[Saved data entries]
_ _ _ _ _

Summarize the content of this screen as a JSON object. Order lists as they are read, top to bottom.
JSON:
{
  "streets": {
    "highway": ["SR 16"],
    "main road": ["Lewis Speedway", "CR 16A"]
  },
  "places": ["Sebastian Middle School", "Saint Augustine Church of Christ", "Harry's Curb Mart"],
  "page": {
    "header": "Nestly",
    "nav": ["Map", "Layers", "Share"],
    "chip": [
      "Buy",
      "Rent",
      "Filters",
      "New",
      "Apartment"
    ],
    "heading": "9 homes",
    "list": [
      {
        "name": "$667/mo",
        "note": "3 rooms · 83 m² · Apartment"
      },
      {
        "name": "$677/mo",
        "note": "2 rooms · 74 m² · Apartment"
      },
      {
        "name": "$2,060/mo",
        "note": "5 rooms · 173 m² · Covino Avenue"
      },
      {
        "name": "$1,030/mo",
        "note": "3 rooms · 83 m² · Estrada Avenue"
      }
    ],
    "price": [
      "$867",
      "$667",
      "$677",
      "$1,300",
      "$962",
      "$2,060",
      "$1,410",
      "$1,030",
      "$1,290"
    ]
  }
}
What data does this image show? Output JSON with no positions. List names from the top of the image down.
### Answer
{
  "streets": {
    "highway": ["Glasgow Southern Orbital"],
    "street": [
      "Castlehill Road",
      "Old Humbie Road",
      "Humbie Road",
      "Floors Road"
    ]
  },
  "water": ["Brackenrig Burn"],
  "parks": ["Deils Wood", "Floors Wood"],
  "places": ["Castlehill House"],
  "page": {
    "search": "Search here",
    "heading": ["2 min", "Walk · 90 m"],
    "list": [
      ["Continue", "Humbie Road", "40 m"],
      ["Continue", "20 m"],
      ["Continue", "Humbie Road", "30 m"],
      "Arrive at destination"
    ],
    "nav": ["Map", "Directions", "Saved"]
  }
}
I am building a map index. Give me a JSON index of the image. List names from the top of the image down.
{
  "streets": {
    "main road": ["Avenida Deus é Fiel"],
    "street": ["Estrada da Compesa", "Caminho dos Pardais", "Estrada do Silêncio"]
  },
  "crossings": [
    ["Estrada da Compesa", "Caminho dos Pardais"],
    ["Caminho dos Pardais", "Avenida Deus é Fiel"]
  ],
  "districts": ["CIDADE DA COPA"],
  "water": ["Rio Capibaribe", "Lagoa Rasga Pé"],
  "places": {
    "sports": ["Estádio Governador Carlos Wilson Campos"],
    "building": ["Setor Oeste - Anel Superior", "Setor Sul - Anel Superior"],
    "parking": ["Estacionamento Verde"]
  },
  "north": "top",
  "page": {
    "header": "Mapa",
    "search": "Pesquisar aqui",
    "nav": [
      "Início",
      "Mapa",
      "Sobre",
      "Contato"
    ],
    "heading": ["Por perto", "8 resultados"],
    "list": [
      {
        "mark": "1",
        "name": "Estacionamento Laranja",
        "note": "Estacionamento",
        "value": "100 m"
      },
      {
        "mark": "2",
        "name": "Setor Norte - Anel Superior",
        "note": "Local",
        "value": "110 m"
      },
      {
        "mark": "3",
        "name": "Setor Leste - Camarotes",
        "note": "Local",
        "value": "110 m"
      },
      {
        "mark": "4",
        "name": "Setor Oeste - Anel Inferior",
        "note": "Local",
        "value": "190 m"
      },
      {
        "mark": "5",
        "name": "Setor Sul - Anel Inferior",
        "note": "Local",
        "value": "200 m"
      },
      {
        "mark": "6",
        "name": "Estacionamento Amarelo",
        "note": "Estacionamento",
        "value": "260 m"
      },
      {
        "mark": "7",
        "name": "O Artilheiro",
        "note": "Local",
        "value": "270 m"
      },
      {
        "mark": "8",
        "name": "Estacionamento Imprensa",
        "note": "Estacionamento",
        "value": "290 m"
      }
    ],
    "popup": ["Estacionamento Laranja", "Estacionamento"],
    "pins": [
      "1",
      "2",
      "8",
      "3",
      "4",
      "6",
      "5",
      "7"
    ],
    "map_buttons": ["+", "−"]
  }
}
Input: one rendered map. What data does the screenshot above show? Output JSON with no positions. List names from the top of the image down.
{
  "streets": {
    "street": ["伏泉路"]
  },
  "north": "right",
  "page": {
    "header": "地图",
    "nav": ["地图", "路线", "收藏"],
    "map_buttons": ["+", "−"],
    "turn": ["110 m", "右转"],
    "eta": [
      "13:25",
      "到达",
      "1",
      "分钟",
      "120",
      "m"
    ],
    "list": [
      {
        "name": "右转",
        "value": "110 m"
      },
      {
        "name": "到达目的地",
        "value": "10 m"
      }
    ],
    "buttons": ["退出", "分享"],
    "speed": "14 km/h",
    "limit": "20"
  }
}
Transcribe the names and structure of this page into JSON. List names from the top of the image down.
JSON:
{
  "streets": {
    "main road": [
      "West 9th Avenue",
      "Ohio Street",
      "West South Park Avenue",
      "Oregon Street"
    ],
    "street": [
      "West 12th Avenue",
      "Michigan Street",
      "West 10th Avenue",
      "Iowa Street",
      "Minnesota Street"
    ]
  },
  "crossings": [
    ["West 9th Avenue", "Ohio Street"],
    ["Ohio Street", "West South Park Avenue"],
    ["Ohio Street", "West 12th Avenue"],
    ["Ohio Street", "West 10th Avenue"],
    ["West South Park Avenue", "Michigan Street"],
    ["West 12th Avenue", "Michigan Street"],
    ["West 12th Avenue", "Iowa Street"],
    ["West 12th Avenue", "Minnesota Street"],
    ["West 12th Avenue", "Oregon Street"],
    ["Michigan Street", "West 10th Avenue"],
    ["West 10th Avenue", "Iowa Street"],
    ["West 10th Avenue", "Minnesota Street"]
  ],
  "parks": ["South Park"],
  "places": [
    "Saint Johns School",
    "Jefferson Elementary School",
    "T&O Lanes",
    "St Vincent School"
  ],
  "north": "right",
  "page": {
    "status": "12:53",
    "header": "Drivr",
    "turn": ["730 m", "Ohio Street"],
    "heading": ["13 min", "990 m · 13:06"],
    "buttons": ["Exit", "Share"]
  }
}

_ _ _ _ _

_WHAT IS EXPECTED_.
Extract the complete data, matching each line exactly.

_EXERCISE RESULT_.
Summarize the content of this screen as a JSON object. Order lists as they are read, top to bottom.
JSON:
{
  "streets": {
    "highway": ["SR 16"],
    "main road": ["Lewis Speedway", "CR 16A"]
  },
  "places": ["Sebastian Middle School", "Saint Augustine Church of Christ", "Harry's Curb Mart"],
  "page": {
    "header": "Nestly",
    "nav": ["Map", "Layers", "Share"],
    "chip": [
      "Buy",
      "Rent",
      "Filters",
      "New",
      "Apartment"
    ],
    "heading": "9 homes",
    "list": [
      {
        "name": "$667/mo",
        "note": "3 rooms · 83 m² · Apartment"
      },
      {
        "name": "$677/mo",
        "note": "2 rooms · 74 m² · Apartment"
      },
      {
        "name": "$2,060/mo",
        "note": "5 rooms · 173 m² · Covino Avenue"
      },
      {
        "name": "$1,030/mo",
        "note": "3 rooms · 83 m² · Estrada Avenue"
      }
    ],
    "price": [
      "$867",
      "$667",
      "$677",
      "$1,300",
      "$962",
      "$2,060",
      "$1,410",
      "$1,030",
      "$1,290"
    ]
  }
}
What data does this image show? Output JSON with no positions. List names from the top of the image down.
### Answer
{
  "streets": {
    "highway": ["Glasgow Southern Orbital"],
    "street": [
      "Castlehill Road",
      "Old Humbie Road",
      "Humbie Road",
      "Floors Road"
    ]
  },
  "water": ["Brackenrig Burn"],
  "parks": ["Deils Wood", "Floors Wood"],
  "places": ["Castlehill House"],
  "page": {
    "search": "Search here",
    "heading": ["2 min", "Walk · 90 m"],
    "list": [
      ["Continue", "Humbie Road", "40 m"],
      ["Continue", "20 m"],
      ["Continue", "Humbie Road", "30 m"],
      "Arrive at destination"
    ],
    "nav": ["Map", "Directions", "Saved"]
  }
}
I am building a map index. Give me a JSON index of the image. List names from the top of the image down.
{
  "streets": {
    "main road": ["Avenida Deus é Fiel"],
    "street": ["Estrada da Compesa", "Caminho dos Pardais", "Estrada do Silêncio"]
  },
  "crossings": [
    ["Estrada da Compesa", "Caminho dos Pardais"],
    ["Caminho dos Pardais", "Avenida Deus é Fiel"]
  ],
  "districts": ["CIDADE DA COPA"],
  "water": ["Rio Capibaribe", "Lagoa Rasga Pé"],
  "places": {
    "sports": ["Estádio Governador Carlos Wilson Campos"],
    "building": ["Setor Oeste - Anel Superior", "Setor Sul - Anel Superior"],
    "parking": ["Estacionamento Verde"]
  },
  "north": "top",
  "page": {
    "header": "Mapa",
    "search": "Pesquisar aqui",
    "nav": [
      "Início",
      "Mapa",
      "Sobre",
      "Contato"
    ],
    "heading": ["Por perto", "8 resultados"],
    "list": [
      {
        "mark": "1",
        "name": "Estacionamento Laranja",
        "note": "Estacionamento",
        "value": "100 m"
      },
      {
        "mark": "2",
        "name": "Setor Norte - Anel Superior",
        "note": "Local",
        "value": "110 m"
      },
      {
        "mark": "3",
        "name": "Setor Leste - Camarotes",
        "note": "Local",
        "value": "110 m"
      },
      {
        "mark": "4",
        "name": "Setor Oeste - Anel Inferior",
        "note": "Local",
        "value": "190 m"
      },
      {
        "mark": "5",
        "name": "Setor Sul - Anel Inferior",
        "note": "Local",
        "value": "200 m"
      },
      {
        "mark": "6",
        "name": "Estacionamento Amarelo",
        "note": "Estacionamento",
        "value": "260 m"
      },
      {
        "mark": "7",
        "name": "O Artilheiro",
        "note": "Local",
        "value": "270 m"
      },
      {
        "mark": "8",
        "name": "Estacionamento Imprensa",
        "note": "Estacionamento",
        "value": "290 m"
      }
    ],
    "popup": ["Estacionamento Laranja", "Estacionamento"],
    "pins": [
      "1",
      "2",
      "8",
      "3",
      "4",
      "6",
      "5",
      "7"
    ],
    "map_buttons": ["+", "−"]
  }
}
Input: one rendered map. What data does the screenshot above show? Output JSON with no positions. List names from the top of the image down.
{
  "streets": {
    "street": ["伏泉路"]
  },
  "north": "right",
  "page": {
    "header": "地图",
    "nav": ["地图", "路线", "收藏"],
    "map_buttons": ["+", "−"],
    "turn": ["110 m", "右转"],
    "eta": [
      "13:25",
      "到达",
      "1",
      "分钟",
      "120",
      "m"
    ],
    "list": [
      {
        "name": "右转",
        "value": "110 m"
      },
      {
        "name": "到达目的地",
        "value": "10 m"
      }
    ],
    "buttons": ["退出", "分享"],
    "speed": "14 km/h",
    "limit": "20"
  }
}
Transcribe the names and structure of this page into JSON. List names from the top of the image down.
JSON:
{
  "streets": {
    "main road": [
      "West 9th Avenue",
      "Ohio Street",
      "West South Park Avenue",
      "Oregon Street"
    ],
    "street": [
      "West 12th Avenue",
      "Michigan Street",
      "West 10th Avenue",
      "Iowa Street",
      "Minnesota Street"
    ]
  },
  "crossings": [
    ["West 9th Avenue", "Ohio Street"],
    ["Ohio Street", "West South Park Avenue"],
    ["Ohio Street", "West 12th Avenue"],
    ["Ohio Street", "West 10th Avenue"],
    ["West South Park Avenue", "Michigan Street"],
    ["West 12th Avenue", "Michigan Street"],
    ["West 12th Avenue", "Iowa Street"],
    ["West 12th Avenue", "Minnesota Street"],
    ["West 12th Avenue", "Oregon Street"],
    ["Michigan Street", "West 10th Avenue"],
    ["West 10th Avenue", "Iowa Street"],
    ["West 10th Avenue", "Minnesota Street"]
  ],
  "parks": ["South Park"],
  "places": [
    "Saint Johns School",
    "Jefferson Elementary School",
    "T&O Lanes",
    "St Vincent School"
  ],
  "north": "right",
  "page": {
    "status": "12:53",
    "header": "Drivr",
    "turn": ["730 m", "Ohio Street"],
    "heading": ["13 min", "990 m · 13:06"],
    "buttons": ["Exit", "Share"]
  }
}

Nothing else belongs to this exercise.